Imagine a Phoenix contact center in the spring of 2024: rows of headsets, fluorescent lights, and the distinct buzz of two dozen people conversing quietly in multiple languages at once. Vietnamese, Mandarin, and Spanish. These were bilingual customer service agents who were hired not only for their fluency in English but also for their ability to switch codes in the middle of a call when a caller’s English faltered. kind, knowledgeable, and frequently the sole person between a business and a disgruntled client.
AI chatbots took the role of many of those desks by early 2025, and executives used them as proof of operational effectiveness during earnings calls. By late 2025, the fastest-moving companies were silently realizing what Sebastian Siemiatkowski, CEO of Klarna, eventually stated aloud: they had prioritized efficiency over quality and that this was unsustainable.

The January 2026 layoff figures are startling enough to warrant more than just story framing. Amazon eliminated 16,000 corporate positions, Nike eliminated 775 distribution center jobs in Tennessee and Mississippi, and Home Depot eliminated 800 positions, primarily from its technology division, during the final week of January, which was rapidly dubbed “Automation Week” in retail and IT circles. Three businesses. A week. 17,575 positions. The majority of these were viewed as AI transformation stories by the media and the stock market. Compared to what the headlines suggest, the real evidence supporting that classification is very less. Amazon told CNN that the “vast majority” of the cutbacks were not due to AI.
The corporation cannot simply retrain a workforce designed for manual logistics and legacy retail into one that creates generative AI agents, according to a Rutgers academic cited in the same article. Nike’s distribution cuts were directly caused by overcapacity from a prior CEO’s unsuccessful direct-to-consumer plan; the corporation had overbuilt storage capacity that no longer matched real volume. Instead of automation taking the place of people, Home Depot’s cuts represented housing activity at 40-year lows.

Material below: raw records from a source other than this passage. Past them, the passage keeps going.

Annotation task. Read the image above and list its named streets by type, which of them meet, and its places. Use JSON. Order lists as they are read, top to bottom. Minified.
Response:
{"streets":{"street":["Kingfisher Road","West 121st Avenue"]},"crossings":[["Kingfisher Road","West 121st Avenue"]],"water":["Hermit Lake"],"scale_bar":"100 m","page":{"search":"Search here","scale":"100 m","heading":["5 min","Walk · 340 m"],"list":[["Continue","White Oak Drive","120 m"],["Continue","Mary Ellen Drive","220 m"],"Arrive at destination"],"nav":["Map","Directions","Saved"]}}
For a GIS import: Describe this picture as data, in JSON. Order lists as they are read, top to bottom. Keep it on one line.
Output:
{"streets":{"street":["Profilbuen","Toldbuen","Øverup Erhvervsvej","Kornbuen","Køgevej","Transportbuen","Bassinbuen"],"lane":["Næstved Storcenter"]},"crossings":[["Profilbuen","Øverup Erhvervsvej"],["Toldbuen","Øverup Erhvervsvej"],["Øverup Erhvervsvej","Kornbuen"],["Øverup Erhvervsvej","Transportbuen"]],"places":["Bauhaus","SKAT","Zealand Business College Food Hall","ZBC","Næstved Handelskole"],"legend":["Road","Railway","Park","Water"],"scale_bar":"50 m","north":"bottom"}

For bilingual and specialist customer service employees in particular, the Klarna case study is crucial to understanding the direction of this trend. Klarna replaced about 700 customer service employees with an OpenAI-powered assistant between 2022 and 2024. CEO Siemiatkowski informed anyone who would listen that AI was performing the tasks of 700 workers and managing 75% of client contacts. Due to attrition, the company’s headcount decreased by 22% after it placed a hiring freeze. For over a year, it appeared to be a clear success. The data on satisfaction then arrived. The number of complaints increased.
After the bot was unable to fix their issue, users complained about robotic loops and the annoying experience of having to repeat themselves to a human. Siemiatkowski officially changed the description by May 2025, and the business started hiring again, focusing on bilingual remote employees and students for flexible customer support positions. The rehire positioned human support as a competitive differentiation rather than an expense. This occurred prior to Klarna’s 30% share price increase following its U.S. IPO.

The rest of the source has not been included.